Of course, much of the museum’s focus is on the history of cars, and the expertise and legacy of this definitive American industrialist and those like him. So the violin collection is a bit of a standout – until you explore the particular fondness Ford had for, as he called them, fiddles.

That affinity for violins was rooted in Ford’s nostalgia for the dance music of his youth, roughly the 1870s and 1880s. It was country music from his rural Michigan origins that he wished for the most, so much so he bought an inexpensive violin as a young man on which he taught himself to play (not well, by his own admission, but well enough). By the 1920s, Ford was rich enough to begin buying violins of the master Italian luthiers.

His love for the fiddle took an intentional turn as he began to support a revival of 19th century dances and dance music. While not fully American – square dancing, which he promoted, is derived in part from French and British reels – these dances were Ford’s rejection of the budding jazz music genre, the lively dances such as the Charleston, and other modern forms that were increasingly popular at that time. His reversion to historical music and dance was a part of his famously anti-Semitic pronouncements, which suggested a collusion between African Americans and Jewish people was undermining traditional culture in the US.

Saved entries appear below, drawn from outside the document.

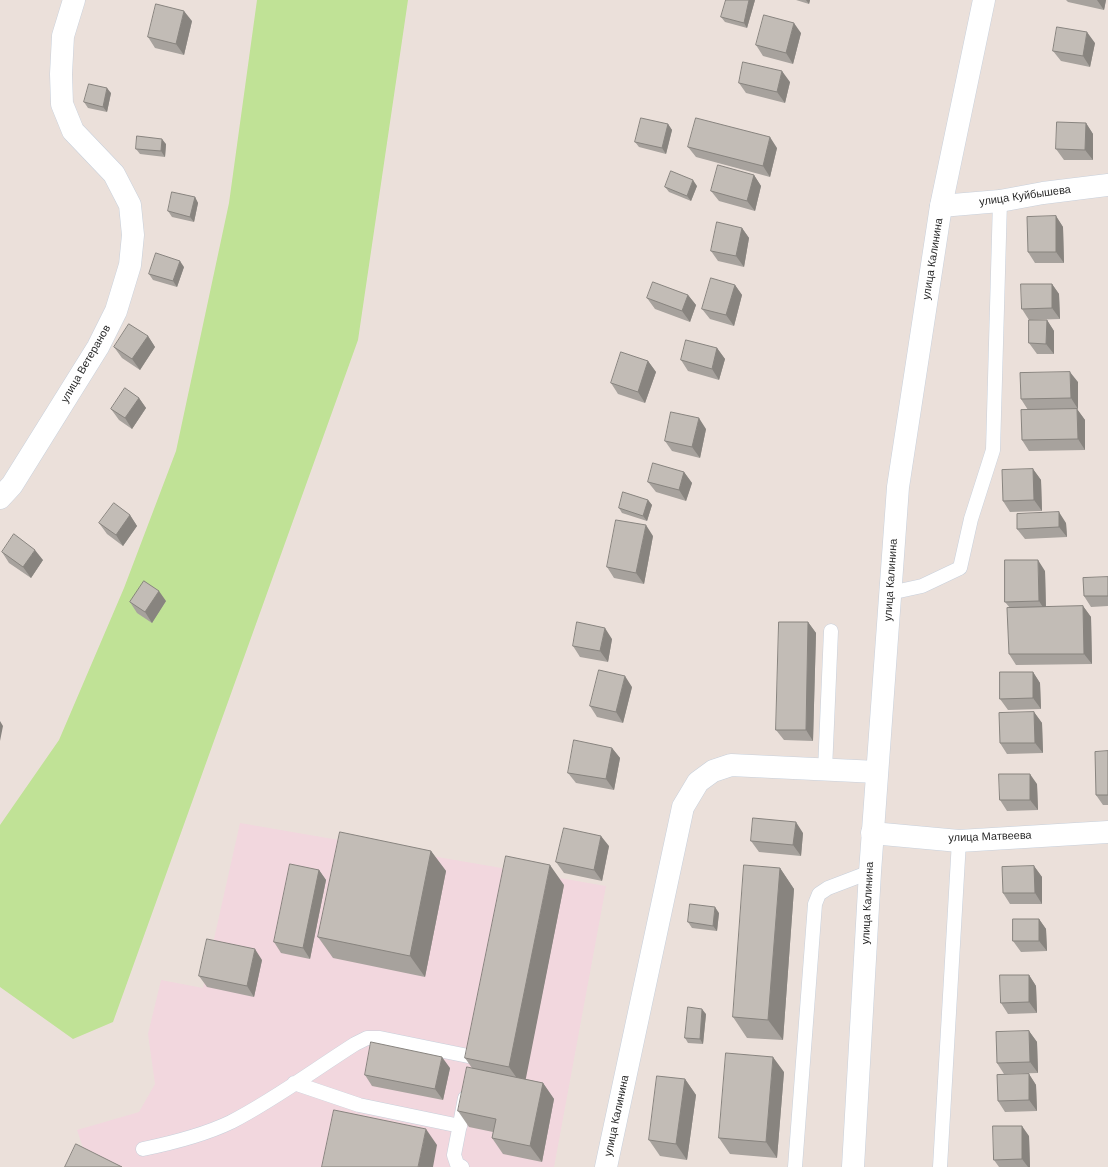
<!DOCTYPE html>
<meta charset="utf-8">
<style>
body{margin:0}
canvas{display:block;background:#ebe0da}
</style>
<canvas width="1108" height="1167"></canvas>
<script>
const c = document.querySelector('canvas').getContext('2d');
c.lineJoin = 'round';
function paint(path, color) {
  c.fillStyle = color;
  c.fill(path, 'evenodd');
}
function strokePath(path, color, width, dash) {
  c.strokeStyle = color;
  c.lineWidth = width;
  c.lineCap = dash ? 'butt' : 'round';
  c.setLineDash(dash || []);
  c.stroke(path);
}
function write(font, color, halo, rows, align = 'center') {
  c.font = font + ' Arial,sans-serif';
  c.lineWidth = 3;
  c.setLineDash([]);
  c.textBaseline = 'middle';
  c.strokeStyle = halo;
  c.fillStyle = color;
  for (const [text, x, y, turn = 0] of rows) {
    c.save();
    c.translate(x, y);
    c.rotate((+turn || 0) * Math.PI / 180);
    c.textAlign = isNaN(turn) ? turn : align;
    if (halo) c.strokeText(text, 0, 0);
    c.fillText(text, 0, 0);
    c.restore();
  }
}
paint(new Path2D(`
 M240 823 606 886 554 1167H84L87 1160 77 1130 139 1112 155 1084 148 1034 161 980 203 988Z`), '#f2d7de');
paint(new Path2D(`
 M257 0H408L358 340 113 1022 73 1039 0 987V825L59 740 124 588 176 451 229 203Z`), '#c0e296');
const lane = new Path2D(`
 M890 593 922 586 960 568 971 519 993 450 1000 201
 M825 770 831 631
 M294 1083 359 1105 460 1126
 M143 1149C172 1143 204 1135 231 1122 274 1100 314 1070 355 1044L367 1038H380L473 1057
 M462 1167 457 1164 454 1155 465 1098
 M795 1167 815 904 819 894 828 888 870 872
 M940 1167 959 841`);
const street = new Path2D(`
 M941 206 1000 201 1043 193 1108 185
 M0 498 12 485 98 347 116 311 130 265 133 235 130 205 114 174 73 131 62 104 61 74 63 36 74 0
 M872 833 959 841 1108 832
 M606 1167 683 807 698 782 713 771 731 765 877 772`);
const secondary = new Path2D(`
 M853 1167 870 872 898 487 941 206 984 0`);
strokePath(lane, '#c8d0db', 15);
strokePath(street, '#c8d0db', 23);
strokePath(secondary, '#c8d0db', 23);
strokePath(lane, '#fff', 14);
strokePath(street, '#fff', 22);
strokePath(secondary, '#fff', 22);
paint(new Path2D(`
 M755 0 747 28 725 22 721 17Z
 M796 0H810L809 4Z
 M1066 0H1106L1104 10 1068 2Z
 M192 21 184 55 155 48 148 37Z
 M801 33 793 64 763 56 756 45Z
 M1095 43 1090 67 1061 61 1053 51Z
 M790 82 785 103 746 93 739 83Z
 M111 93 107 112 88 108 84 102Z
 M1086 123 1093 134V160H1064L1056 149Z
 M668 124 672 130 666 154 639 147 635 142Z
 M166 144 165 157 140 154 136 149Z
 M688 147 777 148 770 177 696 157Z
 M754 175 761 186 755 211 719 201 711 191Z
 M697 186 691 201 669 192 665 187Z
 M195 197 198 203 194 222 172 217 168 211Z
 M1056 216 1063 227 1064 263H1035L1028 252Z
 M742 228 749 238 744 267 718 261 711 251Z
 M184 267 177 287 153 280 149 274Z
 M1052 284 1059 294 1060 319 1029 320 1022 309Z
 M735 285 742 295 734 326 710 319 702 309Z
 M688 295 696 305 690 322 655 309 647 298Z
 M1047 320 1054 331V354H1037L1029 343Z
 M148 336 155 347 140 370 122 358 114 347Z
 M717 348 725 359 719 380 688 371 681 360Z
 M648 361 656 372 645 403 618 394 611 383Z
 M1078 382V409L1028 410 1021 399Z
 M139 398 146 408 132 429 119 420 111 409Z
 M1077 409 1085 420V450L1029 451 1022 440Z
 M706 429 700 458 672 451 665 441Z
 M1033 469 1041 480 1042 511 1010 512 1003 501Z
 M684 472 692 483 686 501 656 492 648 482Z
 M648 500 652 505 647 521 622 513 619 508Z
 M130 515 137 526 123 546 107 534 99 523Z
 M1066 523 1067 537 1025 539 1017 529Z
 M653 536 644 584 614 578 607 567Z
 M2 552 43 560 31 578 9 563Z
 M1045 571 1046 607 1083 606 1091 617 1092 664 1016 665 1009 654 1010 608 1005 602Z
 M1108 577V606L1091 607 1084 596Z
 M166 601 152 623 137 613 130 602Z
 M808 622 816 633 813 741 784 740 776 730Z
 M612 639 608 662 580 657 573 646Z
 M1033 672 1040 683 1041 709 1008 710 1000 699Z
 M632 687 623 723 597 717 590 706Z
 M1034 712 1042 723 1043 753 1007 754 1000 743Z
 M612 748 620 758 614 790 576 783 568 773Z
 M1108 751V805H1103L1096 795Z
 M1037 784 1038 810 1007 811 1000 800Z
 M803 833 801 856 759 852 751 841Z
 M609 846 602 881 564 873 556 862Z
 M431 851 446 871 425 977 333 958 318 937Z
 M1034 866 1042 877V904H1010L1003 893Z
 M780 868 794 889 783 1040 747 1038 733 1017Z
 M319 870 326 880 310 959 281 953 274 942Z
 M564 885 525 1079 543 1083 554 1099 542 1162 503 1154 492 1138 493 1132 469 1127 458 1111 472 1068 465 1058Z
 M719 913 717 931 692 928 688 922Z
 M1039 919 1046 929 1047 951 1021 952 1013 941Z
 M262 960 254 997 207 987 199 976Z
 M1029 975 1036 986 1037 1013 1008 1014 1001 1003Z
 M706 1014 703 1044 688 1043 685 1038Z
 M1029 1031 1037 1042 1038 1073 1004 1074 997 1063Z
 M450 1068 443 1100 372 1086 365 1075Z
 M784 1072 777 1158 730 1154 719 1138Z
 M1029 1074 1036 1085 1037 1111 1005 1112 998 1101Z
 M685 1079 696 1095 687 1160 660 1156 649 1140Z
 M1029 1136 1030 1167H999L994 1160Z`), '#a7a29d');
paint(new Path2D(`
 M749 0H755L747 28 744 23Z
 M806 0H810L809 4Z
 M1097 0H1106L1104 10Z
 M184 11 192 21 184 55 176 44Z
 M794 23 801 33 793 64 786 53Z
 M1087 32 1095 43 1090 67 1083 56Z
 M782 71 790 82 785 103 777 92Z
 M107 88 111 93 107 112 103 107Z
 M1086 123 1093 134V160L1085 150Z
 M668 124 672 130 666 154 662 148Z
 M770 137 777 148 770 177 763 166Z
 M162 139 166 144 165 157 161 151Z
 M754 175 761 186 755 211 747 201Z
 M693 180 697 186 691 201 687 196Z
 M195 197 198 203 194 222 190 217Z
 M1056 216 1063 227 1064 263 1056 252Z
 M742 228 749 238 744 267 736 256Z
 M180 261 184 267 177 287 173 281Z
 M1052 284 1059 294 1060 319 1052 308Z
 M735 285 742 295 734 326 726 315Z
 M688 295 696 305 690 322 682 311Z
 M1047 320 1054 331V354L1046 344Z
 M148 336 155 347 140 370 132 359Z
 M717 348 725 359 719 380 712 369Z
 M648 361 656 372 645 403 638 392Z
 M1070 372 1078 382V409L1071 398Z
 M139 398 146 408 132 429 125 418Z
 M1077 409 1085 420V450L1078 439Z
 M699 418 706 429 700 458 692 447Z
 M1033 469 1041 480 1042 511 1034 500Z
 M684 472 692 483 686 501 679 490Z
 M648 500 652 505 647 521 643 516Z
 M1059 512 1066 523 1067 537 1059 527Z
 M130 515 137 526 123 546 116 535Z
 M646 525 653 536 644 584 636 573Z
 M35 550 43 560 31 578 23 567Z
 M1038 560 1045 571 1046 612 1039 601Z
 M159 591 166 601 152 623 145 612Z
 M1083 606 1091 617 1092 664 1084 654Z
 M808 622 816 633 813 741 806 730Z
 M605 628 612 639 608 662 600 651Z
 M1033 672 1040 683 1041 709 1033 698Z
 M625 676 632 687 623 723 616 712Z
 M1034 712 1042 723 1043 753 1035 743Z
 M0 721 3 726 0 741Z
 M612 748 620 758 614 790 606 779Z
 M1030 774 1037 784 1038 810 1030 800Z
 M796 822 803 833 801 856 793 845Z
 M601 836 609 846 602 881 594 870Z
 M431 851 446 871 425 977 410 956Z
 M550 865 564 885 524 1088 509 1067Z
 M1034 866 1042 877V904L1035 893Z
 M780 868 794 889 783 1040 768 1020Z
 M319 870 326 880 310 959 303 948Z
 M715 907 719 913 717 931 713 926Z
 M1039 919 1046 929 1047 951 1039 941Z
 M255 949 262 960 254 997 247 986Z
 M1029 975 1036 986 1037 1013 1029 1002Z
 M702 1009 706 1014 703 1044 700 1039Z
 M1029 1031 1037 1042 1038 1073 1030 1062Z
 M442 1057 450 1068 443 1100 435 1089Z
 M773 1057 784 1072 777 1158 766 1142Z
 M1029 1074 1036 1085 1037 1111 1029 1100Z
 M685 1079 696 1095 687 1160 676 1144Z
 M543 1083 554 1099 542 1162 530 1146Z
 M1022 1126 1029 1136 1030 1167H1028L1022 1159Z
 M426 1129 437 1145 433 1167H418Z`), '#88847f');
const building = new Path2D(`
 M726 0H749L744 23 721 17Z
 M156 4 184 11 176 44 148 37Z
 M764 15 794 23 786 53 756 45Z
 M1057 27 1087 32 1083 56 1053 51Z
 M743 62 782 71 777 92 739 83Z
 M89 84 107 88 103 107 84 102Z
 M641 118 668 124 662 148 635 142Z
 M696 118 770 137 763 166 688 147Z
 M1057 122 1086 123 1085 150 1056 149Z
 M137 136 162 139 161 151 136 149Z
 M718 165 754 175 747 201 711 191Z
 M671 171 693 180 687 196 665 187Z
 M172 192 195 197 190 217 168 211Z
 M1056 216V252H1028L1027 217Z
 M717 222 742 228 736 256 711 251Z
 M156 253 180 261 173 281 149 274Z
 M711 278 735 285 726 315 702 309Z
 M653 282 688 295 682 311 647 298Z
 M1021 284H1052V308L1022 309Z
 M1029 320H1047L1046 344 1029 343Z
 M129 324 148 336 132 359 114 347Z
 M686 340 717 348 712 369 681 360Z
 M621 352 648 361 638 392 611 383Z
 M1070 372 1071 398 1021 399 1020 373Z
 M125 388 139 398 125 418 111 409Z
 M1077 409 1078 439 1022 440 1021 410Z
 M671 412 699 418 692 447 665 441Z
 M653 463 684 472 679 490 648 482Z
 M1033 469 1034 500 1003 501 1002 470Z
 M623 492 648 500 643 516 619 508Z
 M114 503 130 515 116 535 99 523Z
 M1059 512V527L1017 529V514Z
 M616 520 646 525 636 573 607 567Z
 M14 534 35 550 23 567 2 552Z
 M1005 560H1038L1039 601 1005 602Z
 M1108 577V596H1084L1083 578Z
 M144 581 159 591 145 612 130 602Z
 M1083 606 1084 654H1009L1007 608Z
 M577 622 605 628 600 651 573 646Z
 M779 622H808L806 730H776Z
 M599 670 625 676 616 712 590 706Z
 M1000 672H1033V698L1000 699Z
 M1034 712 1035 743H1000L999 713Z
 M574 740 612 748 606 779 568 773Z
 M1108 751V795H1096L1095 752Z
 M999 774H1030V800H1000Z
 M753 818 796 822 793 845 751 841Z
 M564 828 601 836 594 870 556 862Z
 M340 832 431 851 410 956 318 937Z
 M506 856 550 865 509 1067 465 1058Z
 M290 864 319 870 303 948 274 942Z
 M744 865 780 868 768 1020 733 1017Z
 M1034 866 1035 893H1003L1002 867Z
 M690 904 715 907 713 926 688 922Z
 M1013 919H1039V941H1013Z
 M207 939 255 949 247 986 199 976Z
 M1000 975H1029V1002L1001 1003Z
 M688 1007 702 1009 700 1039 685 1038Z
 M1029 1031 1030 1062 997 1063 996 1032Z
 M371 1042 442 1057 435 1089 365 1075Z
 M726 1053 773 1057 766 1142 719 1138Z
 M467 1067 543 1083 530 1146 492 1138 496 1119 458 1111Z
 M1029 1074V1100L998 1101 997 1075Z
 M657 1076 685 1079 676 1144 649 1140Z
 M334 1110 426 1129 418 1167H322Z
 M993 1126H1022V1159L994 1160Z
 M76 1144 122 1167H65Z`);
paint(building, '#c2bcb6');
strokePath(building, '#88847f', 1);
write('11px', '#282828', '#fff', [
 ["улица Куйбышева",1025,196,-8],
 ["улица Калинина",933,259,-81],
 ["улица Ветеранов",86,364,-60],
 ["улица Калинина",891,580,-86],
 ["улица Матвеева",990,837,-2],
 ["улица Калинина",868,903,-87],
 ["улица Калинина",617,1116,-78]
]);
</script>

Remarkably, square dancing was taught in American public schools as a physical education class well up into the 1970s. Attempts by legislators as late as 2003 to name square dancing the official national folk dance of the country – received opposition from actual square dancing organizations. They favored a purity of the form that required live fiddlers supplying the music, not recorded music, to lead the dances. It failed as a national measure, but there are 28 states that today name square dancing as the office state folk dance.

The Henry Ford has displayed the violin collection since 2015 at the museum, having previously kept them in a non-public archive. But it should be noted that in his time Ford loaned his instruments to budding virtuosos, including the son of Russian-Jewish immigrants, Grisha Goluboff, who encountered discrimination in Nazi-era Germany. Today, the museum loans such instruments as the 1709 Siberian Stradivarius to the Sphinx organization, a Detroit-based social justice organization that nurtures talented, diverse musicians.